#### [Required work]
Below this sentence is a listing; return exactly its lines from the one with "2px #5f4837) drop-shadow(0" to the one with "position:absolute; left:2398px; top:24px;", both kept, and nothing more.

#### [Provided records]
<<<<

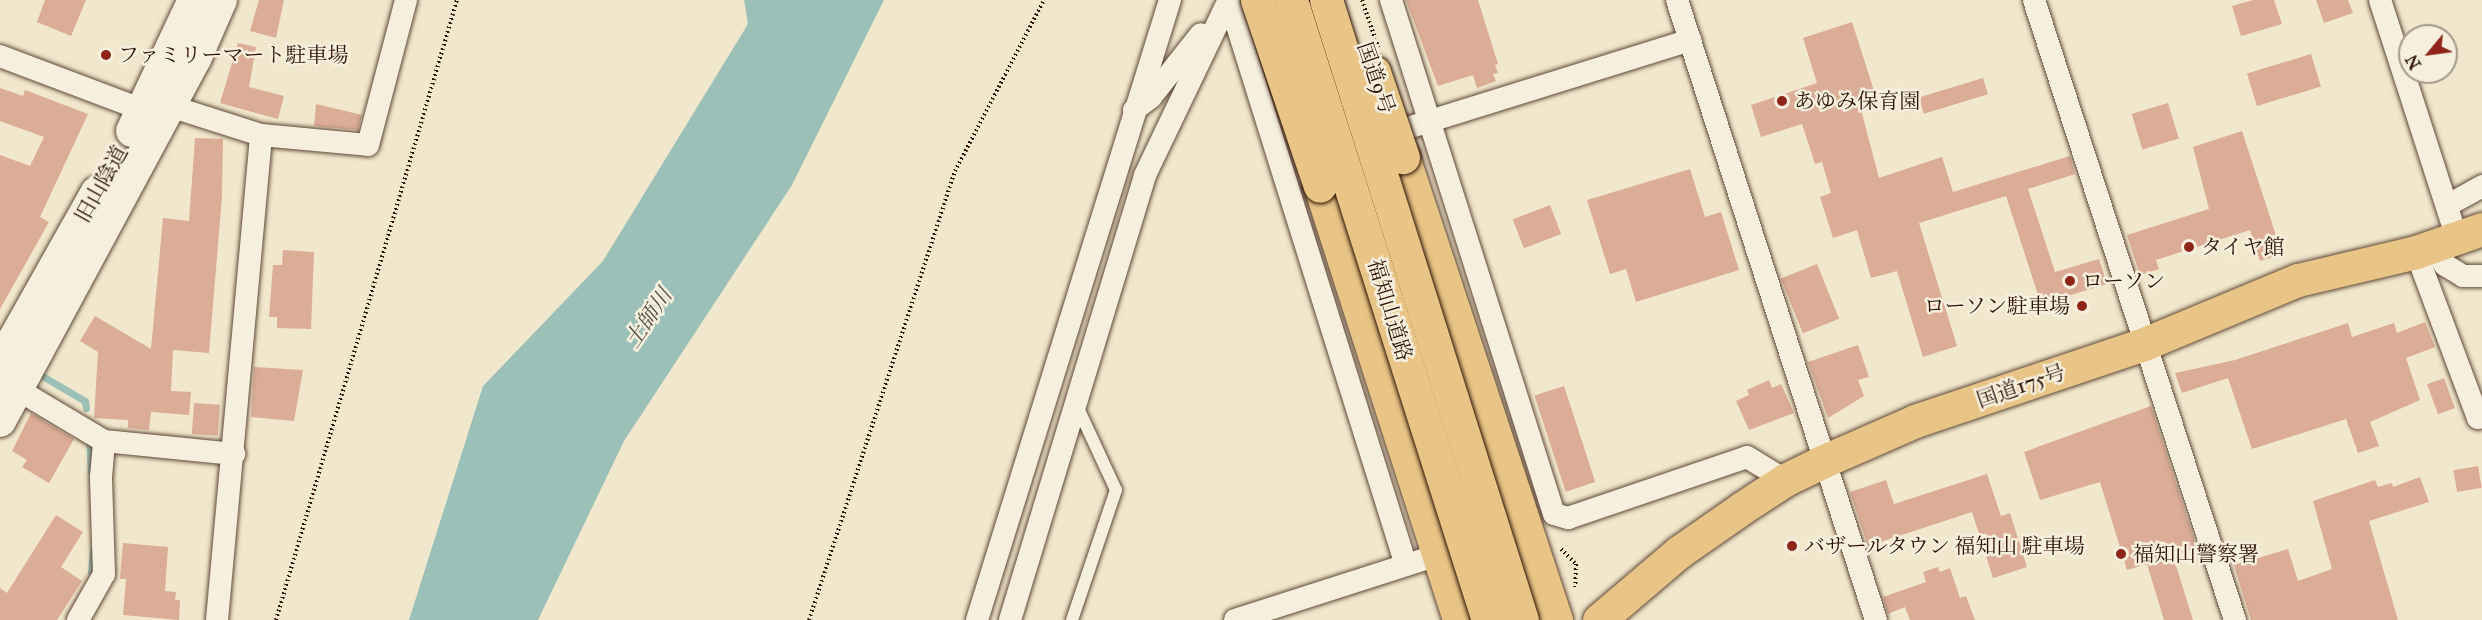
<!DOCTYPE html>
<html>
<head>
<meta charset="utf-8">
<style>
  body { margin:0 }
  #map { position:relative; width:2482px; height:620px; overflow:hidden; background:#f1e7cc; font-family:"IM FELL Great Primer","Noto Serif JP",serif }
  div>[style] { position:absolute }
  .water>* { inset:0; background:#9bc0b8 }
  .stream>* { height:7px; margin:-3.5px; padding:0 3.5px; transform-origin:3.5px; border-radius:3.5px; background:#9bc0b8 }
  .building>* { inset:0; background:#dbac96; transform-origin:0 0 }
  .path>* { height:4px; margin-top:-2px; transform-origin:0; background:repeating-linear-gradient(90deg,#2e1305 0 1.5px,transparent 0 4.5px) }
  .roads { filter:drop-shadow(0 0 2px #5f4837) drop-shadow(0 0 2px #5f4837) }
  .lane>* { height:12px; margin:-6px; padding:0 6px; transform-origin:6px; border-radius:6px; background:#f6efde }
  .street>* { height:22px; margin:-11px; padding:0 11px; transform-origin:11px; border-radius:11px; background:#f6efde }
  .secondary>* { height:32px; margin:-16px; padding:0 16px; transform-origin:16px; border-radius:16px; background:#f6efde }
  .highway>* { height:33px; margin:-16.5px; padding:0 16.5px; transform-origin:16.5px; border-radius:16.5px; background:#e8c486 }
  .path-bridge>* { height:4px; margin-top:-2px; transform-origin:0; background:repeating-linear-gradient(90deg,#2e1305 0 1.5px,transparent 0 4.5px) }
  .bridges { filter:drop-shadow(0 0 2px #2e1305) drop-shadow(0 0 2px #2e1305) }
  .highway-bridge>* { height:33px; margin:-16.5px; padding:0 16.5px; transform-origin:16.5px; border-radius:16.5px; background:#e8c486 }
  .dots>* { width:16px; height:16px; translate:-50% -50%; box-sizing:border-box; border:3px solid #f6efde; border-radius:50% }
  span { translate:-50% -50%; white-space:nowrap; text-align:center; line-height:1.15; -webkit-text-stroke:5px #f6efde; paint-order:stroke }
  .poi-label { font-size:21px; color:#2e1305 }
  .left { translate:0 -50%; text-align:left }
  .right { translate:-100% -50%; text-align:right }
  .street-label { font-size:21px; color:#2e1305 }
  .water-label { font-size:22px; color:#545044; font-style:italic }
  .north { position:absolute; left:2398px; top:24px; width:60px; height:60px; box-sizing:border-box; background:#f6efde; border:2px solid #a69787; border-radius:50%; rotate:241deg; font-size:16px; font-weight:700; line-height:24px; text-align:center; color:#2e1305 }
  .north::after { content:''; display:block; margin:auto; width:21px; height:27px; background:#8f2418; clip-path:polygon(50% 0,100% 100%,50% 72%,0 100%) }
</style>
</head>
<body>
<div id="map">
  <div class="water">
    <i style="clip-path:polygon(744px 0,884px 0,792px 185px,624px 441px,538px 620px,409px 620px,483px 386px,603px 261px,748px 24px)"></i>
  </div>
  <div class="stream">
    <i style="left:34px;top:371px;width:59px;rotate:30.5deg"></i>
    <i style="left:85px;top:401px;width:7px;rotate:82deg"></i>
    <i style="left:89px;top:437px;width:34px;rotate:87deg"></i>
    <i style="left:91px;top:572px;width:21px;rotate:-85deg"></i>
  </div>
  <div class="building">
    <i style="clip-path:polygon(45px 0,86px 0,71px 36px,37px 22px)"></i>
    <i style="clip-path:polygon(259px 0,284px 0,276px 38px,250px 31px)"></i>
    <i style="clip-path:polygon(1406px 0,1478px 0,1498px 64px,1495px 65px,1498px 73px,1493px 74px,1496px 81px,1477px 88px,1473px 75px,1438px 86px)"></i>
    <i style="clip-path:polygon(2253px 0,2274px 0,2282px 24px,2241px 36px,2232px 6px)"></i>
    <i style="clip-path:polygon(2316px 0,2348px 0,2353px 13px,2324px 23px)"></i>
    <i style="clip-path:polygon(1852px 22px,1877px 100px,1860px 106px,1879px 178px,1942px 157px,1953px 192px,2070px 156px,2075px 174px,2028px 189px,2055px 272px,2099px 259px,2107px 284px,2041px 304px,2006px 196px,1919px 223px,1957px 346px,1923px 357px,1897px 271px,1871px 278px,1857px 230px,1833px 238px,1820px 197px,1831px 193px,1822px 162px,1815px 164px,1802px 124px,1761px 137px,1751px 105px,1817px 83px,1803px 38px)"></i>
    <i style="clip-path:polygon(238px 43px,256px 47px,249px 87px,284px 96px,278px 119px,220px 103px)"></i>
    <i style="left:2311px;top:54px;width:34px;height:67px;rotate:73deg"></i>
    <i style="left:1983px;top:78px;width:17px;height:67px;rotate:73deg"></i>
    <i style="clip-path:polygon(0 88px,23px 96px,25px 90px,88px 114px,40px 217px,49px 222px,0 309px,0 155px,30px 166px,44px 137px,0 121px)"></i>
    <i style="left:2168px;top:103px;width:37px;height:38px;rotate:73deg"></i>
    <i style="clip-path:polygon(316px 104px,362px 115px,358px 130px,314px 126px)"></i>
    <i style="clip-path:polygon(2242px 131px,2282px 254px,2260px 261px,2250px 230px,2156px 260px,2159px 269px,2140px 275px,2127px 235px,2209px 209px,2193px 147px)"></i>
    <i style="clip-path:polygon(195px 138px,223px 139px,222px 196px,209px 353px,173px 350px,171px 391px,191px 392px,189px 415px,151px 412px,149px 430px,128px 428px,128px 420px,94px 418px,98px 352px,80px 341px,95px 316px,151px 349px,163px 218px,189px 221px)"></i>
    <i style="clip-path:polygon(1690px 169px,1705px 217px,1721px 212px,1739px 270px,1636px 302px,1626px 269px,1610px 274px,1587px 200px)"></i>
    <i style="left:1550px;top:205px;width:31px;height:40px;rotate:69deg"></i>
    <i style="clip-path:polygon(283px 250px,314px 252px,311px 329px,277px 328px,277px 317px,269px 317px,273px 265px,282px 265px)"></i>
    <i style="left:1817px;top:264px;width:59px;height:39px;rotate:68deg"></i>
    <i style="clip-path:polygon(2425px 322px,2435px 347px,2406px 358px,2420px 400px,2370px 422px,2379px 446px,2358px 453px,2346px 419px,2252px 449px,2228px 378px,2182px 393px,2175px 373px,2235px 360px,2348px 323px,2352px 337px,2394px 323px,2397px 333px)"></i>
    <i style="clip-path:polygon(1858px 345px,1869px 377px,1858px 380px,1864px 396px,1828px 418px,1808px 362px)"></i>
    <i style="clip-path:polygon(254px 367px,303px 370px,294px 421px,251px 417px)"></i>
    <i style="left:2444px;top:378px;width:32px;height:18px;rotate:70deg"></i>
    <i style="clip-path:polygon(1769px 380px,1772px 388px,1781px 384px,1794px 413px,1749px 430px,1736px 401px,1749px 395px,1747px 390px)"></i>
    <i style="left:1564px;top:386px;width:101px;height:31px;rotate:72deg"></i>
    <i style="left:194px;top:403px;width:26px;height:31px;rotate:4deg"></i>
    <i style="clip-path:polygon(2151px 406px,2197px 548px,2173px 556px,2193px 620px,2164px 620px,2147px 564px,2127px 570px,2100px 482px,2040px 500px,2024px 452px)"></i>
    <i style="clip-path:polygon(31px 413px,74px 439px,49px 483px,22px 467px,27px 460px,12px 451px)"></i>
    <i style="left:2478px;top:466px;width:22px;height:25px;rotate:80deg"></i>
    <i style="clip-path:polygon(1987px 474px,2001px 516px,2010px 513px,2027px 567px,1993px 578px,1972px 512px,1868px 546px,1850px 492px,1886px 480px,1894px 504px)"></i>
    <i style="clip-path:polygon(2420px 477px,2429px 502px,2369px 521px,2398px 620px,2251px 620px,2234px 565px,2288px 549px,2298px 581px,2332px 569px,2313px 501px,2375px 480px,2378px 487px,2392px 483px,2393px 487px)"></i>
    <i style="clip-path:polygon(56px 515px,83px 532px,61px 567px,82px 581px,57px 620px,0 620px,0 588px,7px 593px)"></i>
    <i style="clip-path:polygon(123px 543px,168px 547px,165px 591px,176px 592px,175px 600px,180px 600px,179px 620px,123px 615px,126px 579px,120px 579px)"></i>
    <i style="clip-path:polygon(1938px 567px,1940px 572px,1950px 568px,1960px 598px,1966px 596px,1975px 620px,1910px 620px,1905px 607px,1888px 614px,1883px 597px,1926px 582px,1923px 572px)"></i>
  </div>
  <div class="path">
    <i style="left:1561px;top:549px;width:21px;rotate:45deg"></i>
    <i style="left:1576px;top:564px;width:23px;rotate:92deg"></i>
    <i style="left:276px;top:620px;width:646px;rotate:-73.73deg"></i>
    <i style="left:809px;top:620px;width:472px;rotate:-72deg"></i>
    <i style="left:955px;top:171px;width:193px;rotate:-62.5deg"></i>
  </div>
  <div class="roads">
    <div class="lane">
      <i style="left:1072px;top:620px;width:137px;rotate:-71.3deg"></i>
      <i style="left:1116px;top:490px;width:93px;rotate:-114.9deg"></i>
    </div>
    <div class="street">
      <i style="left:1229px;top:0;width:592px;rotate:72.61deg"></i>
      <i style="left:1391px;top:0;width:539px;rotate:72.41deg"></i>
      <i style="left:1554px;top:514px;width:15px;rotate:16deg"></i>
      <i style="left:1568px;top:518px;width:189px;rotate:-18.8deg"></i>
      <i style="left:1747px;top:457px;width:44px;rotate:31.2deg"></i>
      <i style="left:1677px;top:0;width:651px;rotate:72.21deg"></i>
      <i style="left:2034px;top:0;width:652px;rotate:72.04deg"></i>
      <i style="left:2380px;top:0;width:250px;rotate:72.1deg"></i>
      <i style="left:0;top:56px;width:153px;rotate:20.7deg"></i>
      <i style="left:143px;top:110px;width:27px;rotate:-8deg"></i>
      <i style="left:170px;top:106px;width:96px;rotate:17.7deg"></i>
      <i style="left:261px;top:135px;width:107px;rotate:5.3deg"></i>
      <i style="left:368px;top:145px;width:150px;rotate:-75.3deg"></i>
      <i style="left:1134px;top:110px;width:21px;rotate:-37deg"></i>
      <i style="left:1151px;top:97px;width:80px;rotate:-51.6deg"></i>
      <i style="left:1382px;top:136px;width:323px;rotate:-17.3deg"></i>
      <i style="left:2450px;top:204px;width:37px;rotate:-29deg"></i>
      <i style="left:2433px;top:246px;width:22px;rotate:58deg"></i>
      <i style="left:2445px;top:265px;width:21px;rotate:31deg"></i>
      <i style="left:2463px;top:276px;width:19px"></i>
      <i style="left:2416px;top:252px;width:177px;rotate:69.5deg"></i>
      <i style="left:2478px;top:418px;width:4px;rotate:-14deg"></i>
      <i style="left:0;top:379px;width:121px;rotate:30.8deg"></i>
      <i style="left:104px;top:441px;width:131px;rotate:5.7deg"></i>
      <i style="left:78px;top:620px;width:53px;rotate:-60.5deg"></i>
      <i style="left:104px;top:574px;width:97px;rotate:-91.8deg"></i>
      <i style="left:101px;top:477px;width:36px;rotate:-85deg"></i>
      <i style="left:217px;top:620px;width:487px;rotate:-84.8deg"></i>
      <i style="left:977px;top:620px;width:649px;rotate:-72.71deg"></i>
      <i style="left:1010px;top:620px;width:465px;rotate:-73.1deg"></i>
      <i style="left:1145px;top:175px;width:194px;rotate:-64.4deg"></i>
      <i style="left:1235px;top:620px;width:212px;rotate:-17.8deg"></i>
    </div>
    <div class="secondary">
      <i style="left:132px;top:131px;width:145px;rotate:-64.7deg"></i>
      <i style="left:0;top:364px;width:197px;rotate:-60.6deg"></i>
      <i style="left:0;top:421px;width:413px;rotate:-61.7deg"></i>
      <i style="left:196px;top:57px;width:62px;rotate:-66.3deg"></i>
    </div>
    <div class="highway">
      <i style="left:1403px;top:157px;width:488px;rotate:71.7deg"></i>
      <i style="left:1320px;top:186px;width:456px;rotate:72.2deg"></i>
      <i style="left:1599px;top:620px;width:105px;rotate:-40.4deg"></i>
      <i style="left:1679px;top:552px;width:77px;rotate:-34.9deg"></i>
      <i style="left:1742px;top:508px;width:51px;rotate:-33.1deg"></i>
      <i style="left:1785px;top:480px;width:43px;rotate:-26deg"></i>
      <i style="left:1824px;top:461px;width:99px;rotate:-23.7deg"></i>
      <i style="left:1915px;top:421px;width:242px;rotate:-18.6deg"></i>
      <i style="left:2144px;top:344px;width:167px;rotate:-22.6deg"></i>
      <i style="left:2298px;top:280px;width:121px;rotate:-13.3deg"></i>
      <i style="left:2416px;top:252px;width:70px;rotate:-19.2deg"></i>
    </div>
  </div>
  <div class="path-bridge">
    <i style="left:1362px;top:0;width:50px;rotate:71.2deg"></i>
  </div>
  <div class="bridges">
    <div class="highway-bridge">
      <i style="left:1257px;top:0;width:196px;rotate:71.3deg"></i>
      <i style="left:1291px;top:0;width:651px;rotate:72.37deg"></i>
      <i style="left:1326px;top:0;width:650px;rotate:72.46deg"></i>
      <i style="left:1374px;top:72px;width:90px;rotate:71.2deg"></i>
    </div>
  </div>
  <div class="dots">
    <i style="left:106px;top:55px;background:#8f2418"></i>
    <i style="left:1782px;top:101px;background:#8f2418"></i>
    <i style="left:2189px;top:247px;background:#8f2418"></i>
    <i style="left:2070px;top:281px;background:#8f2418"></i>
    <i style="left:2082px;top:306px;background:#8f2418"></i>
    <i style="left:1792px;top:546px;background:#8f2418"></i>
    <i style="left:2121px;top:554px;background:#8f2418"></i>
  </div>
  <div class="poi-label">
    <span class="left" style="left:118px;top:55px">ファミリーマート駐車場</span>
    <span class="left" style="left:1794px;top:101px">あゆみ保育園</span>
    <span class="left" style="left:2201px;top:247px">タイヤ館</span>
    <span class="left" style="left:2082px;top:281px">ローソン</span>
    <span class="right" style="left:2070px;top:306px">ローソン駐車場</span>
    <span class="left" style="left:1804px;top:546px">バザールタウン 福知山 駐車場</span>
    <span class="left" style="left:2133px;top:554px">福知山警察署</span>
  </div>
  <div class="street-label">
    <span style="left:1376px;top:78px;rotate:71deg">国道9号</span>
    <span style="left:101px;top:184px;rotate:-61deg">旧山陰道</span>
    <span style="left:1390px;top:310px;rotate:73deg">福知山道路</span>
    <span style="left:2021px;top:386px;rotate:-19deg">国道175号</span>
  </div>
  <div class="water-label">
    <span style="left:648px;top:318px;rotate:-56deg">土師川</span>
  </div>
  <div class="north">N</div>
</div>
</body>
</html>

>>>>

#### [Written solution]
  .roads { filter:drop-shadow(0 0 2px #5f4837) drop-shadow(0 0 2px #5f4837) }
  .lane>* { height:12px; margin:-6px; padding:0 6px; transform-origin:6px; border-radius:6px; background:#f6efde }
  .street>* { height:22px; margin:-11px; padding:0 11px; transform-origin:11px; border-radius:11px; background:#f6efde }
  .secondary>* { height:32px; margin:-16px; padding:0 16px; transform-origin:16px; border-radius:16px; background:#f6efde }
  .highway>* { height:33px; margin:-16.5px; padding:0 16.5px; transform-origin:16.5px; border-radius:16.5px; background:#e8c486 }
  .path-bridge>* { height:4px; margin-top:-2px; transform-origin:0; background:repeating-linear-gradient(90deg,#2e1305 0 1.5px,transparent 0 4.5px) }
  .bridges { filter:drop-shadow(0 0 2px #2e1305) drop-shadow(0 0 2px #2e1305) }
  .highway-bridge>* { height:33px; margin:-16.5px; padding:0 16.5px; transform-origin:16.5px; border-radius:16.5px; background:#e8c486 }
  .dots>* { width:16px; height:16px; translate:-50% -50%; box-sizing:border-box; border:3px solid #f6efde; border-radius:50% }
  span { translate:-50% -50%; white-space:nowrap; text-align:center; line-height:1.15; -webkit-text-stroke:5px #f6efde; paint-order:stroke }
  .poi-label { font-size:21px; color:#2e1305 }
  .left { translate:0 -50%; text-align:left }
  .right { translate:-100% -50%; text-align:right }
  .street-label { font-size:21px; color:#2e1305 }
  .water-label { font-size:22px; color:#545044; font-style:italic }
  .north { position:absolute; left:2398px; top:24px; width:60px; height:60px; box-sizing:border-box; background:#f6efde; border:2px solid #a69787; border-radius:50%; rotate:241deg; font-size:16px; font-weight:700; line-height:24px; text-align:center; color:#2e1305 }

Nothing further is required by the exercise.